• Try it:
The required output is the line with "Quick job: Convert" through the final line of the entries, each one exactly as it stands.

• Extracted information:
========================================================================

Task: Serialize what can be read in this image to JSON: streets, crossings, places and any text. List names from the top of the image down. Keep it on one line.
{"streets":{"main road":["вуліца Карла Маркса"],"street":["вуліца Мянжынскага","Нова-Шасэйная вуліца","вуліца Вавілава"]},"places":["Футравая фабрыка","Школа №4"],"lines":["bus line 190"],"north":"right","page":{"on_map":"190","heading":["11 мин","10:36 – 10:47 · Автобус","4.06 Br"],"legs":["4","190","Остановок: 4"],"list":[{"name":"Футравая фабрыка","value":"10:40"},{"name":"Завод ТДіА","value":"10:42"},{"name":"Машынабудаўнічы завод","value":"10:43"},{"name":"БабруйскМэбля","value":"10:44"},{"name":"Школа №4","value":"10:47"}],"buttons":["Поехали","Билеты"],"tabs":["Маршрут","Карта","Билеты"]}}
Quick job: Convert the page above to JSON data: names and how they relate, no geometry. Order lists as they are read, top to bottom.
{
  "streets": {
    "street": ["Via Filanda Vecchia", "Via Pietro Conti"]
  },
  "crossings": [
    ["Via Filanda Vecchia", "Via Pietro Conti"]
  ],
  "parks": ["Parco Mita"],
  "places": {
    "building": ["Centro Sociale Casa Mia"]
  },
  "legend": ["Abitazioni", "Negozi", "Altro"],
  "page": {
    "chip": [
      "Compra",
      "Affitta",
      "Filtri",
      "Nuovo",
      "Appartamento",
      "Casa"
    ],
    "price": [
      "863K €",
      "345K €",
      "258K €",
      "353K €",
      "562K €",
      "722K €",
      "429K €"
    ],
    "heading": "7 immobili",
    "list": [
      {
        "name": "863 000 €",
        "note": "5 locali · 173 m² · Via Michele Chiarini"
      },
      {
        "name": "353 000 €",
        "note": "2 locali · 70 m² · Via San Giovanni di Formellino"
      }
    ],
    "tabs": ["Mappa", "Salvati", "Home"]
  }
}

========================================================================

• Result of the exercise:
Quick job: Convert the page above to JSON data: names and how they relate, no geometry. Order lists as they are read, top to bottom.
{
  "streets": {
    "street": ["Via Filanda Vecchia", "Via Pietro Conti"]
  },
  "crossings": [
    ["Via Filanda Vecchia", "Via Pietro Conti"]
  ],
  "parks": ["Parco Mita"],
  "places": {
    "building": ["Centro Sociale Casa Mia"]
  },
  "legend": ["Abitazioni", "Negozi", "Altro"],
  "page": {
    "chip": [
      "Compra",
      "Affitta",
      "Filtri",
      "Nuovo",
      "Appartamento",
      "Casa"
    ],
    "price": [
      "863K €",
      "345K €",
      "258K €",
      "353K €",
      "562K €",
      "722K €",
      "429K €"
    ],
    "heading": "7 immobili",
    "list": [
      {
        "name": "863 000 €",
        "note": "5 locali · 173 m² · Via Michele Chiarini"
      },
      {
        "name": "353 000 €",
        "note": "2 locali · 70 m² · Via San Giovanni di Formellino"
      }
    ],
    "tabs": ["Mappa", "Salvati", "Home"]
  }
}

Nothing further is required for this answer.